本試験の結果、Nivolumab単独療法の奏効率は20%であり、従来のSorafenib、Regorafenibと比べ高いこと、いったん奏効すれば効果が持続すること(Long lasting durable response)から、進行肝細胞癌に対する有効な治療法になり得る可能性がある。実際、この試験結果に基づき、2017年9月22日にNivolumabはSorafenibによる治療歴を有する肝細胞癌に対してFDAに迅速承認された。日本においては、現在行われているSorafenibとNivolumabを比較する第III相試験の結果次第である。
忍容性については、制御可能であると結論付けられており、実際、Sorafenib、Regorafenibほどの自他覚症状がみられないことが多いが、ひとたび免疫関連有害事象が発現すれば重篤化することがあり、注意が必要である。
また、高額な医療費の問題も生じてくる可能性が高く、本試験ではバイオマーカー探索として組織におけるPD-L1の発現の多寡と奏効割合について探索されたが、残念ながらPD-L1の発現の多寡と奏効に関連はみられなかった。今後、奏効予測、および有害事象予測となるバイオマーカーの探索も急務である。

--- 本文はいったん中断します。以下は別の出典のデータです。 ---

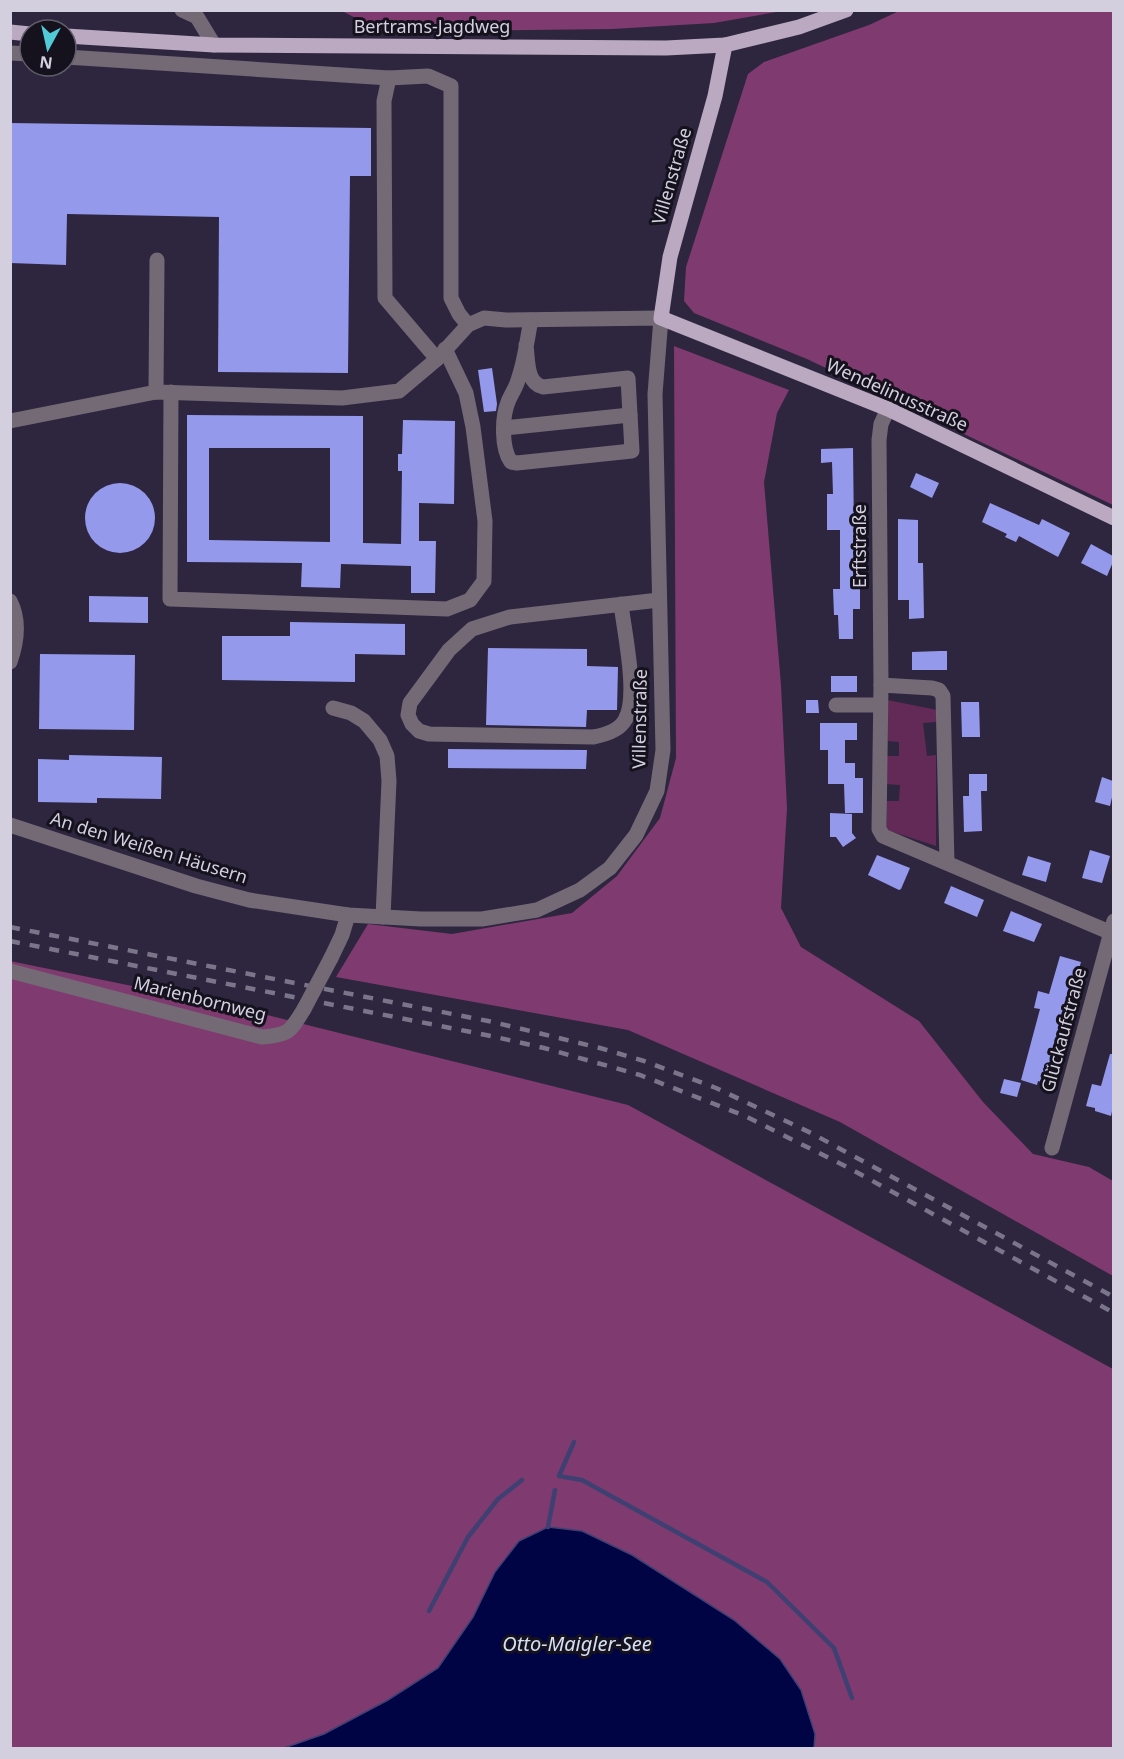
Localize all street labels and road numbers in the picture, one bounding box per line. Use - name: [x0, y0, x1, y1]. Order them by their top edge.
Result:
- street label: Bertrams-Jagdweg: [354, 14, 510, 38]
- street label: Villenstraße: [646, 124, 696, 227]
- street label: Wendelinusstraße: [823, 352, 972, 436]
- street label: Erftstraße: [847, 504, 871, 588]
- street label: Villenstraße: [626, 669, 652, 769]
- street label: An den Weißen Häusern: [48, 806, 251, 888]
- street label: Glückaufstraße: [1035, 965, 1091, 1095]
- street label: Marienbornweg: [132, 970, 269, 1026]

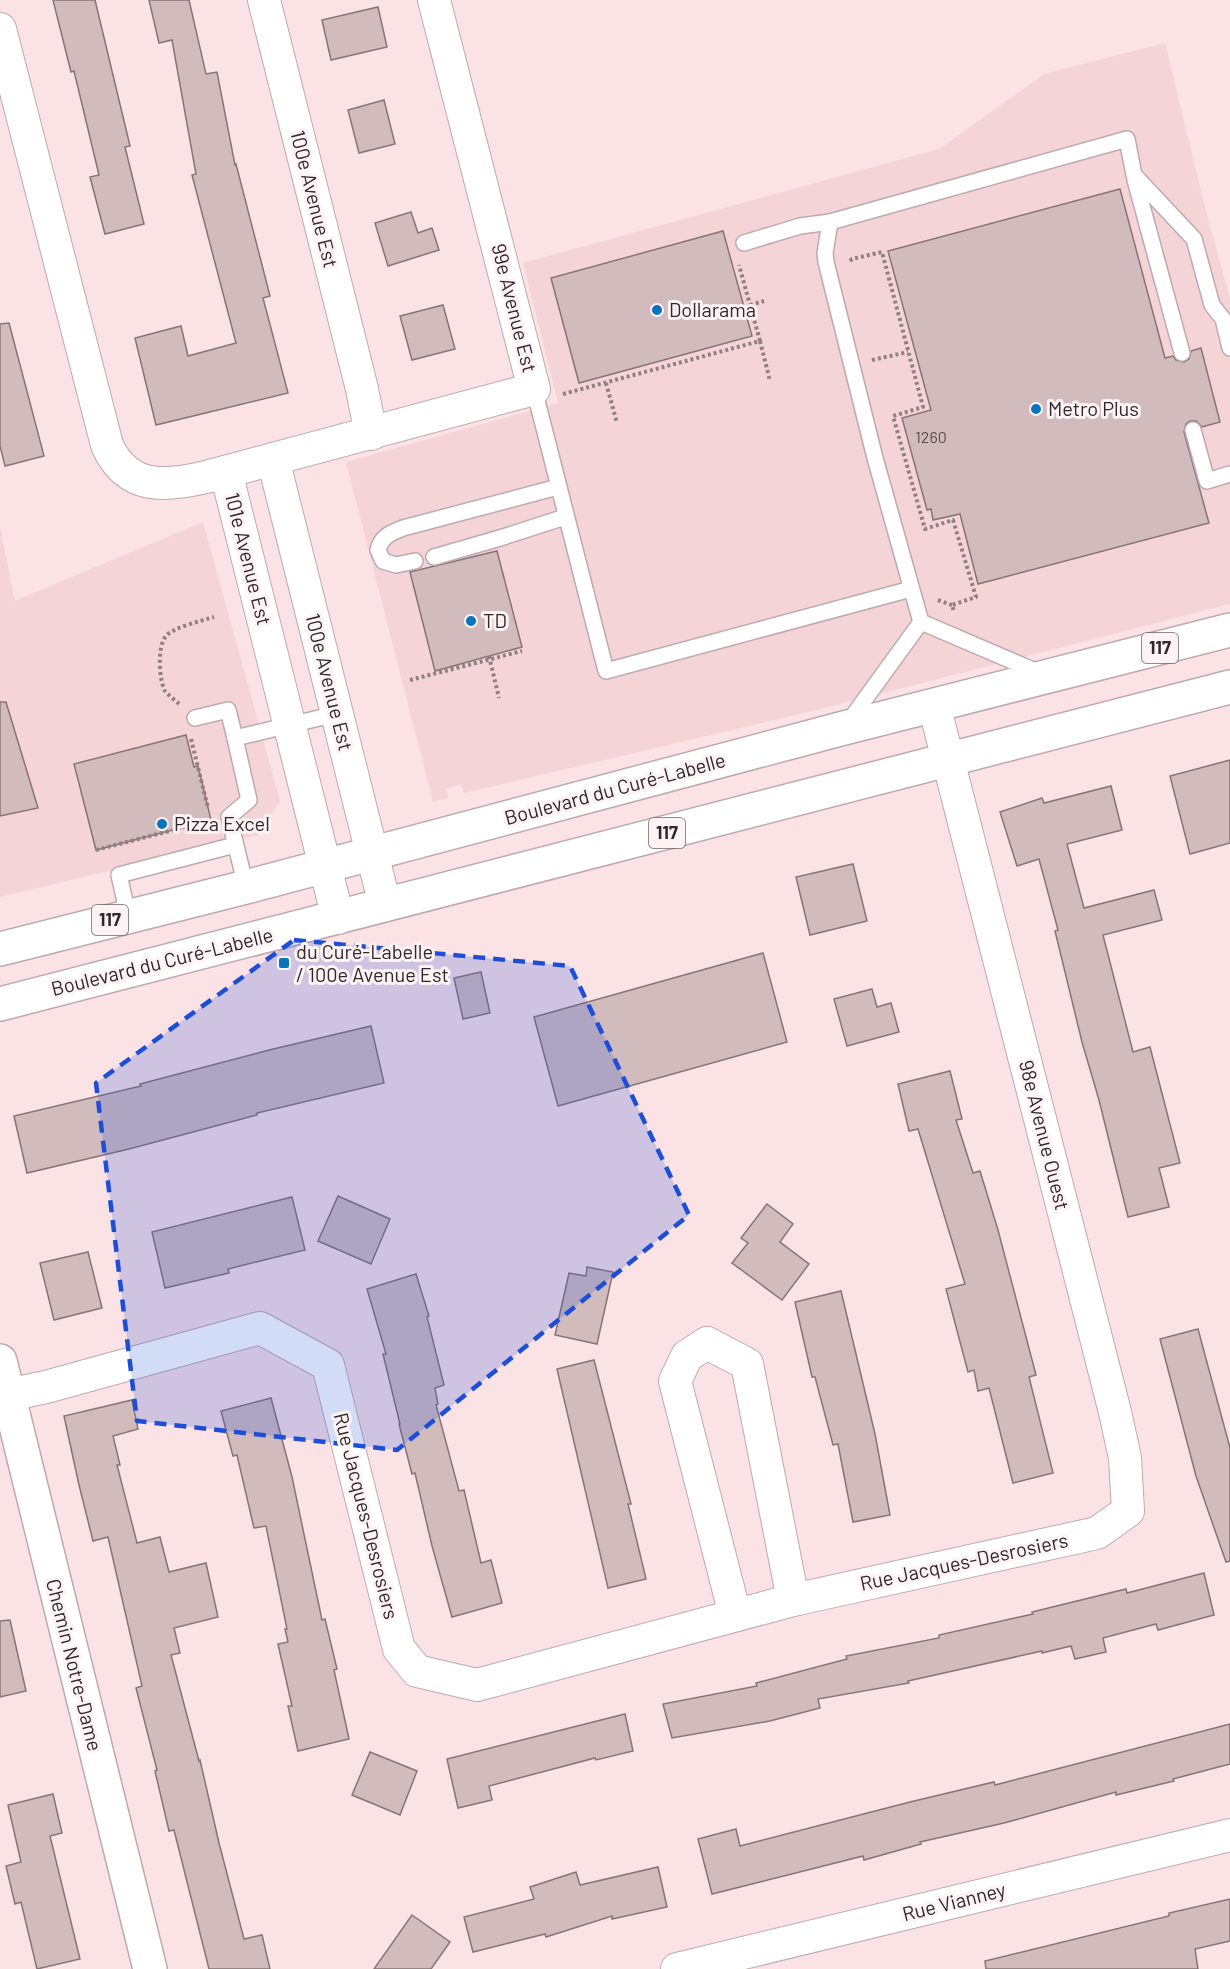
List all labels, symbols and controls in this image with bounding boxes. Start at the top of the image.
street label: 100e Avenue Est [286,128,344,270]
street label: 99e Avenue Est [487,241,543,375]
place label: Dollarama [669,297,756,321]
marker: Dollarama [650,303,664,317]
place label: Metro Plus [1048,396,1139,420]
marker: Metro Plus [1029,402,1043,416]
house number: 1260 [915,427,947,446]
street label: 101e Avenue Est [221,490,277,628]
place label: TD [483,608,507,632]
street label: 100e Avenue Est [301,611,359,753]
marker: TD [464,614,478,628]
road number: 117 [1142,633,1178,663]
street label: Boulevard du Curé-Labelle [502,747,728,829]
place label: Pizza Excel [174,811,270,835]
marker: Pizza Excel [155,817,169,831]
road number: 117 [649,818,685,848]
road number: 117 [92,905,128,935]
street label: Boulevard du Curé-Labelle [48,922,275,1000]
place label: du Curé-Labelle / 100e Avenue Est [296,939,449,986]
marker: du Curé-Labelle / 100e Avenue Est [277,956,291,970]
street label: 98e Avenue Ouest [1015,1057,1075,1212]
street label: Rue Jacques-Desrosiers [330,1410,404,1622]
street label: Rue Jacques-Desrosiers [857,1527,1070,1595]
street label: Chemin Notre-Dame [42,1576,108,1753]
street label: Rue Vianney [900,1877,1008,1925]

- 1) Whiteside TL, et al.: Clin Cancer Res. 22(8): 1845-1855, 2016 [PubMed]
- 2) Weber JS, et al.: Lancet Oncol. 16(4): 375-384, 2015 [PubMed]
- 3) Motzer RJ, et al.: N Engl J Med. 373(19): 1803-1813, 2015 [PubMed]
- 4) Topalian SL, et al.: Cancer Cell. 27(4): 450-461, 2015 [PubMed]
- 5) Prieto J, et al.: Nat Rev Gastroenterol Hepatol. 12(12): 681-700, 2015 [PubMed]
- 6) Shi F, et al.: Int J Cancer. 128(4): 887-896, 2011 [PubMed]
- 7) Flecken T, et al.: Hepatology. 59(4): 1415-1426, 2014 [PubMed]
- 8) Breous E, et al.: J Hepatol. 54(4): 830-834, 2011 [PubMed]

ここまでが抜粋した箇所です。